October 20, 2016

Case File #016.10.20: SPOOK

The word spook first appeared as an Americanism circa 1800. Borrowed directly from the Dutch spook, a descendant of the Middle Dutch spooc that was itself a close relative of the Middle Low German spok, the English noun was at first used to mean merely “ghost” or “a visible disembodied spirit.” By the end of the century, however, it had also come to mean “any frightening and seemingly preternatural creature” and was starting to take on its now lesser-known figurative sense of “a haunting or disturbing idea or prospect.” (Today, words such as specter and phantom have all but supplanted spook in denoting the aforesaid figurative meaning.) It wasn't until the early 1940s that spook acquired the additional sense of “an undercover agent or spy,” and the same decade saw the unfortunate development of the noun's offensively disparaging (and now highly indecorous) use as a term for a black person. By the way, spook also has two verb senses: the first, “to haunt, frighten, or otherwise behave like a ghost,” appeared in the English lexicon circa 1865; and the second, “to become suddenly frightened or nervous,” came into general use around 1935.

©2016 Michael R. Gates

October 11, 2016

Case File #016.10.11: WEB

Web is another one of those English words that can be traced all the way back to the Anglo-Saxon era.
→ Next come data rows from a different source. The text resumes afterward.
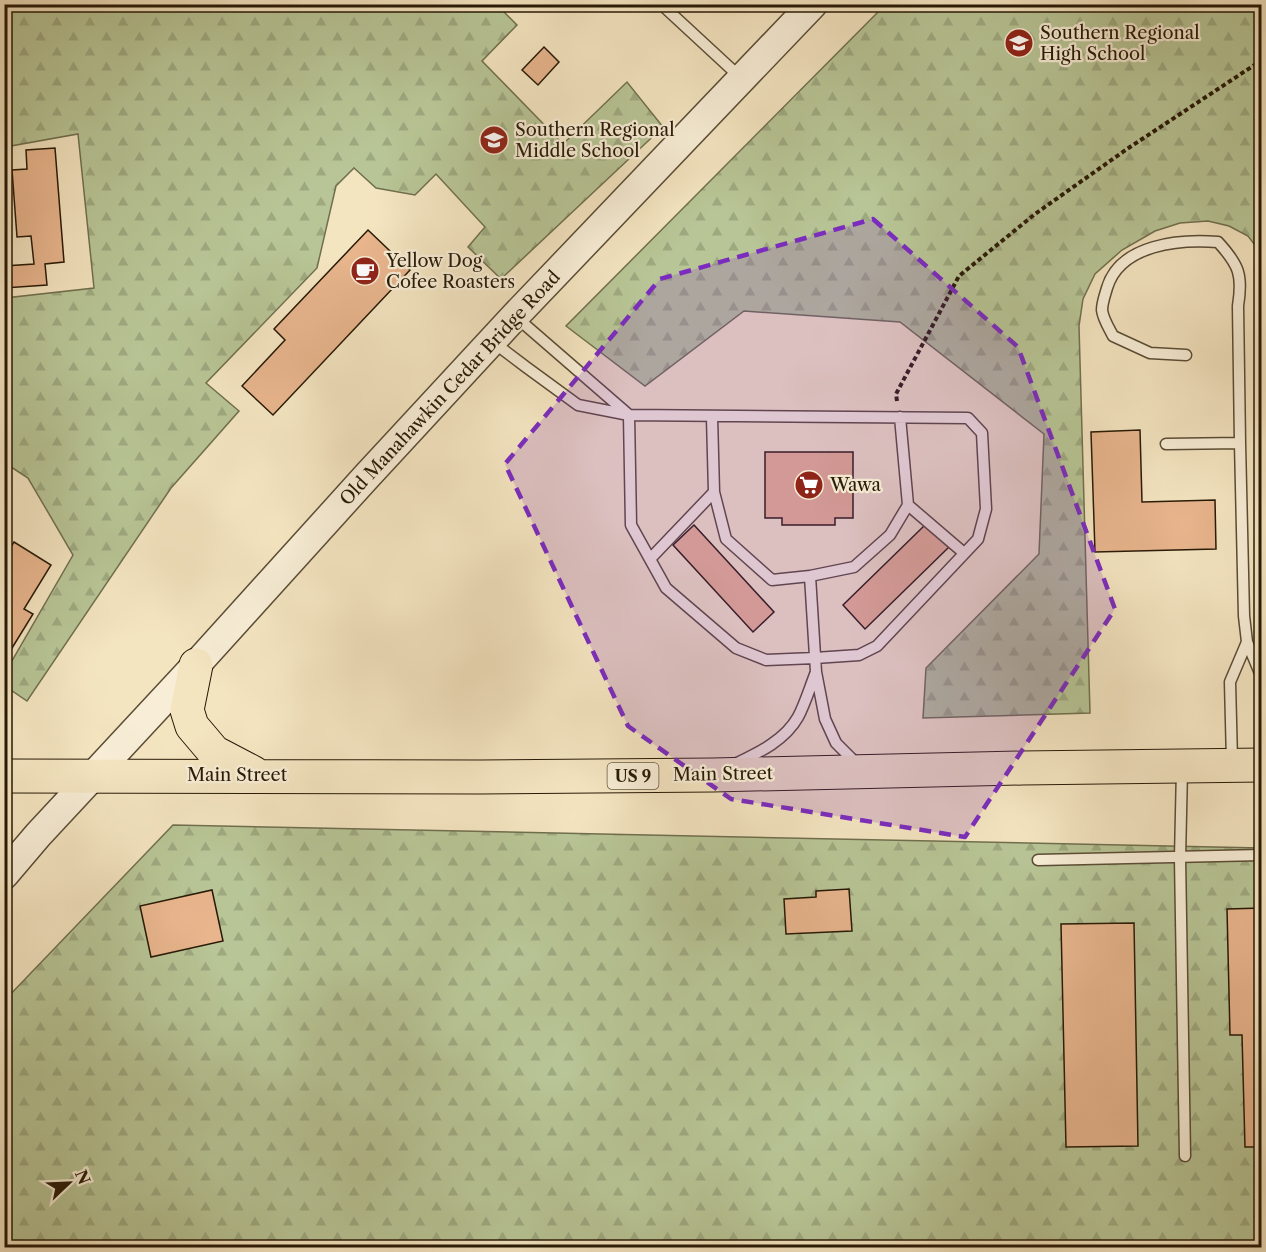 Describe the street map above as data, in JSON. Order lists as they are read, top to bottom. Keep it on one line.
{"streets":{"highway":["Main Street","US 9"],"street":["Old Manahawkin Cedar Bridge Road"]},"crossings":[["Old Manahawkin Cedar Bridge Road","Main Street"]],"places":{"school or university":["Southern Regional High School","Southern Regional Middle School"],"cafe":["Yellow Dog Cofee Roasters"],"supermarket":["Wawa"]},"north":"top right"} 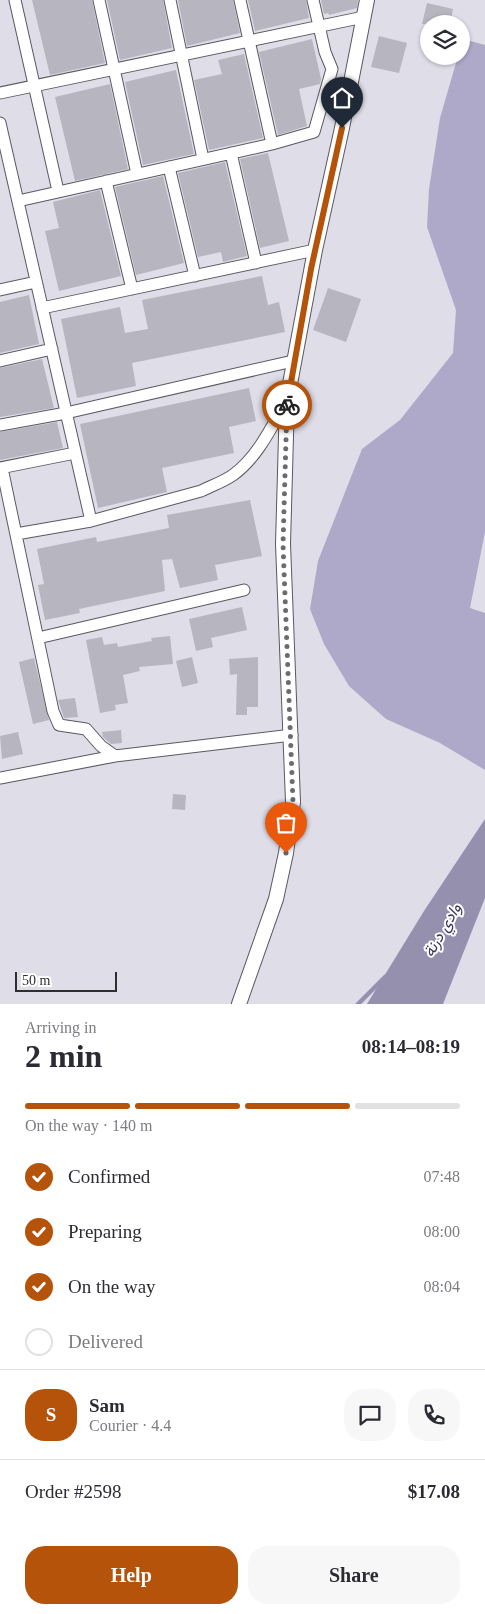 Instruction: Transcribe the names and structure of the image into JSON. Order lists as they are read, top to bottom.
{
  "water": ["وادي درنة"],
  "scale_bar": "50 m",
  "page": {
    "scale": "50 m",
    "heading": ["2 min", "Arriving in", "08:14–08:19"],
    "panel": [
      "Sam",
      "Courier · 4.4",
      "Order #2598",
      "$17.08"
    ],
    "bar": "On the way · 140 m",
    "list": [
      ["Confirmed", "07:48"],
      ["Preparing", "08:00"],
      ["On the way", "08:04"],
      "Delivered"
    ],
    "round": "S",
    "buttons": ["Help", "Share"]
  }
}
Originally spelled webb, it was derived from the Old English verb wefen (also spelled webben or webbian), which meant “to weave yarn or thread,” and was thus the general term for woven fabric. (Webster and weber, also derivatives of wefen, were once common terms for “a person who weaves fabric,” but they were supplanted by weaver in the fourteenth century and survive today as surnames only.) Surprisingly, the sense in which web refers to a spider's silken network didn't show up until the late thirteenth century, and it wasn't until the late sixteenth century that the word also came to mean “the membrane between the toes of ducks and other aquatic animals” and, figuratively, “a snare or trap.” The verb senses of web—that is, “to ensnare or entangle” and “to form a web-like shape or network”—are even newer, having first appeared in the writings of Francis Bacon in the early seventeenth century.